Y porque estas persecuciones que se han desatado son respuesta inapropiada a las realidades de nuestros tiempos, quiero dirigirme a varios sectores de la vida nacional. Cabe el que aduzca en principio, que la primera y más alta responsabilidad corresponde al Gobierno Dominicano. De haberse votado en su debido momento, y prevaleciese, una política migratoria definida a partir de un proyecto nacional y popular, sería ocioso hablar del tema. Pero a partir del marco general de las leyes sobre migración, hemos asumido normas viciadas y admitido -o cometido- trapisondas. Ellas son hijas de la insana pero colectiva tendencia a la corrupción.
Representantes consulares nuestros en Puerto Príncipe u otras ciudades haitianas determinaron en algún instante de sus brillantes carreras establecer mecanismos de extorsión a quienes les solicitaban visado. Víctimas frecuentes de estos actos han sido los estudiantes haitianos que encontraron en Universidades dominicanas un lugar en el cual crecer sin las inquietudes de su lar nativo. Pero otros viajeros fueron objeto de las ansias de esos funcionarios. Como resultado, se creó un mecanismo que no con los recursos de los chinos, pero con mayor asiduidad por la cercanía, determinó el flujo ilegal de muchos emigrantes.
La protección política y las presiones para evitar la condena de un funcionario consular a cargo de este negocio, pero con chinos, explica la inclinación propia de las políticas migratorias dominicanas. Por ello la enorme e incuantificable masa de haitianos que vienen a cumplir labores diversas, lo cual no excluye pedir limosna en ciertas esquinas. No se necesita tener un coeficiente de inteligencia por encima de lo normal para adivinar que esto trae roces.
Porque la mayoría de los dominicanos acepta como una realidad irreversible la convivencia con los haitianos. Pero no son ajenos a los problemas, específicos y particulares, que pueden suscitarse como fruto de las relaciones con esos vecinos. Y es que no estamos acostumbrados a pasar por alto los mismos tipos de problemas con otro dominicano. O con un finlandés, alemán o estadounidense, por cuestión de temperamento..

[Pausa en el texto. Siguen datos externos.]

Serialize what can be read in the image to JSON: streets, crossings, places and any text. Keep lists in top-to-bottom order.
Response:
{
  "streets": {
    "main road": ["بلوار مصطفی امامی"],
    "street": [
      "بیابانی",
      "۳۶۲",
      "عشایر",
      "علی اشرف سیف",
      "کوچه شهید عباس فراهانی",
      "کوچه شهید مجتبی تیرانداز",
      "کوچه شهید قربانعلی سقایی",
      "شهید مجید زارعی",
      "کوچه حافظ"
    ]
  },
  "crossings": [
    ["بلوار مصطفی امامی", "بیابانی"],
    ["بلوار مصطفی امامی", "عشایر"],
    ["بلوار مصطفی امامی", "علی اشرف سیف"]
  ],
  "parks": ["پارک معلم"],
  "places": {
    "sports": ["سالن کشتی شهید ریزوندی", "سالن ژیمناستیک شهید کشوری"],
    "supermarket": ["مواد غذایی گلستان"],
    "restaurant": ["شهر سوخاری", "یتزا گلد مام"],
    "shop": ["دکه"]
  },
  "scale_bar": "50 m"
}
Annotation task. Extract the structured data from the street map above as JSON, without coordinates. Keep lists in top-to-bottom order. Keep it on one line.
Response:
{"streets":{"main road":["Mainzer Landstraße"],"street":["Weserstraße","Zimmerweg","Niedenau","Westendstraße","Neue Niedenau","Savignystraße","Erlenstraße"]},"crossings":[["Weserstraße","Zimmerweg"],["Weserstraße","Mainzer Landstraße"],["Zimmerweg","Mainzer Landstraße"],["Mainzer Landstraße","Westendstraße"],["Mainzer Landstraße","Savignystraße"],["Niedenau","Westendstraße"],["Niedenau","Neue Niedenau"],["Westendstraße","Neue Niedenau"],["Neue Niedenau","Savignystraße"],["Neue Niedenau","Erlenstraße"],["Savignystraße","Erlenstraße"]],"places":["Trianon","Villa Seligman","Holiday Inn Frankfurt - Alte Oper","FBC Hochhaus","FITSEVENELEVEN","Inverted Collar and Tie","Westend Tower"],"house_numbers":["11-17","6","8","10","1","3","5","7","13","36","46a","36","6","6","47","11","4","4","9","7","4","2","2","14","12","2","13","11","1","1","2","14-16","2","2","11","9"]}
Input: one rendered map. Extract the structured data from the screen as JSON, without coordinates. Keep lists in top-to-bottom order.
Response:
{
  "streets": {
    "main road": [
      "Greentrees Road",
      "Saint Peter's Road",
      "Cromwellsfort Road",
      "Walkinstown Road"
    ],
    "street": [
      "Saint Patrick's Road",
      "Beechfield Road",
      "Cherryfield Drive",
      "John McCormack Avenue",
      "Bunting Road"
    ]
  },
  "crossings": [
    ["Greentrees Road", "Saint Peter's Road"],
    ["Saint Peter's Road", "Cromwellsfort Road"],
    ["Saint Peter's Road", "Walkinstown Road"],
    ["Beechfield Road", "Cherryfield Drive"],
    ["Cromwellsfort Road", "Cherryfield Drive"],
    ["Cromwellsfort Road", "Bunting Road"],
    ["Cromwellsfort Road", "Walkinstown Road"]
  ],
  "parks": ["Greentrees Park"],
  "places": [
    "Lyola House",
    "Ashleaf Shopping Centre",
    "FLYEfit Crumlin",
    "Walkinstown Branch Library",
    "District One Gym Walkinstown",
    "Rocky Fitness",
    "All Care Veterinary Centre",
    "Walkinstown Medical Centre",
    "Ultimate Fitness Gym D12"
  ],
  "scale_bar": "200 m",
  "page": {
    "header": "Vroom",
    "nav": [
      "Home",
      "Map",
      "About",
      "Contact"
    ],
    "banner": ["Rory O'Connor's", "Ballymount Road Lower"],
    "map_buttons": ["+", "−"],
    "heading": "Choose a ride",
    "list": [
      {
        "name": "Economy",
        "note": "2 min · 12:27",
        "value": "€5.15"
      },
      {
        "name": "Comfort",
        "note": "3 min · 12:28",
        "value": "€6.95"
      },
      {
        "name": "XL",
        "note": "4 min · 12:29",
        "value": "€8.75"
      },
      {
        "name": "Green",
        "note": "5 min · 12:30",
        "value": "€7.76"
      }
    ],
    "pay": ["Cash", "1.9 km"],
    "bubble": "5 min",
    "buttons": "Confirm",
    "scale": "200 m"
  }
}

Estas diferencias muy específicas y personales han derivado, en algún momento, en reyertas, y en crímenes también. La carencia de una voz nacional que oriente, guíe y contenga las derivadas reacciones individuales primero, sociales más tarde, explican los hechos actuales. Pero todo se concatena con las negligencias, los olvidos, y la corrupción, que tornan endebles las leyes migratorias o actos administrativos subsecuentes.
No debemos permitir, sin embargo, que la oleada crezca. A los hasta hoy aislados sucesos durante los cuales se ha perseguido a inmigrantes haitianos, pueden sobrevenir actos xenofóbicos. Por razones de orden público tanto como de interés nacional, se impone que se llame a la prudencia. Después de todo Haití es una realidad al oeste de la isla, que cuenta dos siglos a nuestro lado. Hemos de aprender a vivir con sus hijos.
Corresponde al Gobierno Dominicano guiarnos para frenar una tendencia que, no me cabe la menor duda, es contraria al modo de pensar de las mayorías. Urge que las disposiciones legales en materia de migración se apliquen sin que puedan inficionarse por nuestras tendencias a la corrupción. Además, los casos específicos y particulares de diferencias entre nuestras gentes y nuestros vecinos, deben ser ventilados en virtud de la ley. Para que nos evitemos males mayores.